Objective: Here, we assessed the molecular effects of natural antioxidant alpha-lipoic acid (ALA)
in human tauR406W (hTau)-induced ER unfolded protein response (ERUPR) in fruit flies.
Methods: In order to reduce hTau neurotoxicity during brain development, we used a transgenic
model of tauopathy where the maximum toxicity was observed in adult flies. Then, the effects of
ALA (0.001, 0.005, and 0.025% w/w of diet) in htau-induced ERUPR and behavioral dysfunctions
in the ages 20 and 30 days were evaluated in Drosophila melanogaster.

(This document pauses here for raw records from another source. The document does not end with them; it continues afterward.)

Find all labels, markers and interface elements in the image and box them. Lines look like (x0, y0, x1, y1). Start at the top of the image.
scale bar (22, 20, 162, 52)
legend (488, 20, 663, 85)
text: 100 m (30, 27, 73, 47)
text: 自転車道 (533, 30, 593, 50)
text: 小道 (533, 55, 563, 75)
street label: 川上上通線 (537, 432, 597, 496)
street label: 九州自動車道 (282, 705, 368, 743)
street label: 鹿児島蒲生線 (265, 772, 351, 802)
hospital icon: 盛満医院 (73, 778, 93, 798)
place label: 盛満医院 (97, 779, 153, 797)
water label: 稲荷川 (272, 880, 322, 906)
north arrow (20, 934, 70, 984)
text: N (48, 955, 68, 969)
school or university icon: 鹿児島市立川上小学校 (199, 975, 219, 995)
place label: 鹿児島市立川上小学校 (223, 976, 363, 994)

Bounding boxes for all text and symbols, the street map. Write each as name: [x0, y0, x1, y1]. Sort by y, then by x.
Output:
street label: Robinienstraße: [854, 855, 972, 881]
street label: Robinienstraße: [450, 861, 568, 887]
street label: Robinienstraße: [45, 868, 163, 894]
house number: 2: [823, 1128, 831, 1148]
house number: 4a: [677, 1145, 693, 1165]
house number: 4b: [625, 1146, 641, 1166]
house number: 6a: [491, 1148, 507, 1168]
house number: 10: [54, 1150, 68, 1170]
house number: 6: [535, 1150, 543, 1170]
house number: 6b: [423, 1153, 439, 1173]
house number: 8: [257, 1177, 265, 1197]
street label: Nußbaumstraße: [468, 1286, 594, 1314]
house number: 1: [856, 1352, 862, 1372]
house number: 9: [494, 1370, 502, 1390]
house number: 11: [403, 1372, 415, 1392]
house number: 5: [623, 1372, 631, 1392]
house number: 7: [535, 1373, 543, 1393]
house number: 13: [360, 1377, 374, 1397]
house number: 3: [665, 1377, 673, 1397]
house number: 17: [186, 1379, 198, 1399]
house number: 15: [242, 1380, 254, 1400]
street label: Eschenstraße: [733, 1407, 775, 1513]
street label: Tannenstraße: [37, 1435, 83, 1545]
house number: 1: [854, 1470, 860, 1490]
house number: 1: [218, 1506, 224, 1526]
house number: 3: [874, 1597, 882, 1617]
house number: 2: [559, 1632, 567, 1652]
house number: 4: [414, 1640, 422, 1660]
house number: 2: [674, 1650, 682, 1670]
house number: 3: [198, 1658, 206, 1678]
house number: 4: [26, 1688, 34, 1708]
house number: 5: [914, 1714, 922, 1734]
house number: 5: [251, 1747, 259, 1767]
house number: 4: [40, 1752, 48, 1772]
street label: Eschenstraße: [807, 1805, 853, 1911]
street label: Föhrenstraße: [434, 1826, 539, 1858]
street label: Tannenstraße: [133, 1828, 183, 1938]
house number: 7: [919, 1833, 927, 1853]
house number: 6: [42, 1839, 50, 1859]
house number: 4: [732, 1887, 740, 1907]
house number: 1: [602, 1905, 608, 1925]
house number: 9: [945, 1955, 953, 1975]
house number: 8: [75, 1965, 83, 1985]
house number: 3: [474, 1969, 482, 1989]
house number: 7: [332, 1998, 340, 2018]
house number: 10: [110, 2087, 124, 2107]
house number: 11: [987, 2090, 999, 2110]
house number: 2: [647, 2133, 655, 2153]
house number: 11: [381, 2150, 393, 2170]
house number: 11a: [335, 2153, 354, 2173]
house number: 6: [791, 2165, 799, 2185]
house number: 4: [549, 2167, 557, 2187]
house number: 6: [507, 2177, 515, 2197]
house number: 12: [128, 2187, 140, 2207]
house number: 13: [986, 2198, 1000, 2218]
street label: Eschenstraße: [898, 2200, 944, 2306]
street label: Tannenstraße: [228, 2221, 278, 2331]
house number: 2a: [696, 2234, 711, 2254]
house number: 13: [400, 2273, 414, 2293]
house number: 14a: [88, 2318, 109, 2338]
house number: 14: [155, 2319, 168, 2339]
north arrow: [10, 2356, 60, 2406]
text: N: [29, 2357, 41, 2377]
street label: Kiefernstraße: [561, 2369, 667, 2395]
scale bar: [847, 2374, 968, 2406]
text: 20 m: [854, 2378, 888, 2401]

Results: Data from expression (mRNA and protein) patterns of htau, analysis of eyes external morphology
as well as larvae olfactory memory were confirmed by our tauopathy model. Moreover,
the expression of ERUPR-related proteins involving Activating Transcription Factor 6 (ATF6), inositol
regulating enzyme 1 (IRE1), and protein kinase RNA-like ER kinase (PERK) wase upregulated
and locomotor function decreased in both ages of the model flies. Remarkably, the lower dose
of ALA modified ERUPR and supported the reduction of behavioral deficits in youngest adults
through the enhancement of GRP87/Bip, reduction of ATF6, downregulation of PERK-ATF4 pathway,
and activation of the IRE1-XBP1 pathway. On the other hand, only a higher dose of ALA affected
the ERUPR via moderation of PERK-ATF4 signaling in the oldest adults. As ALA also exerts
higher protective effects on the locomotor function of younger adults when htauR406Wis expressed
in all neurons (htau-elav) and mushroom body neurons (htau-ok), we proposed that ALA
has age-dependent effects in this model.
Conclusion: Taken together, based on our results, we conclude that aging potentially influences
the ALA effective dose and mechanism of action on tau-induced ERUPR. Further molecular
studies will warrant possible therapeutic applications of ALA in age-related tauopathies.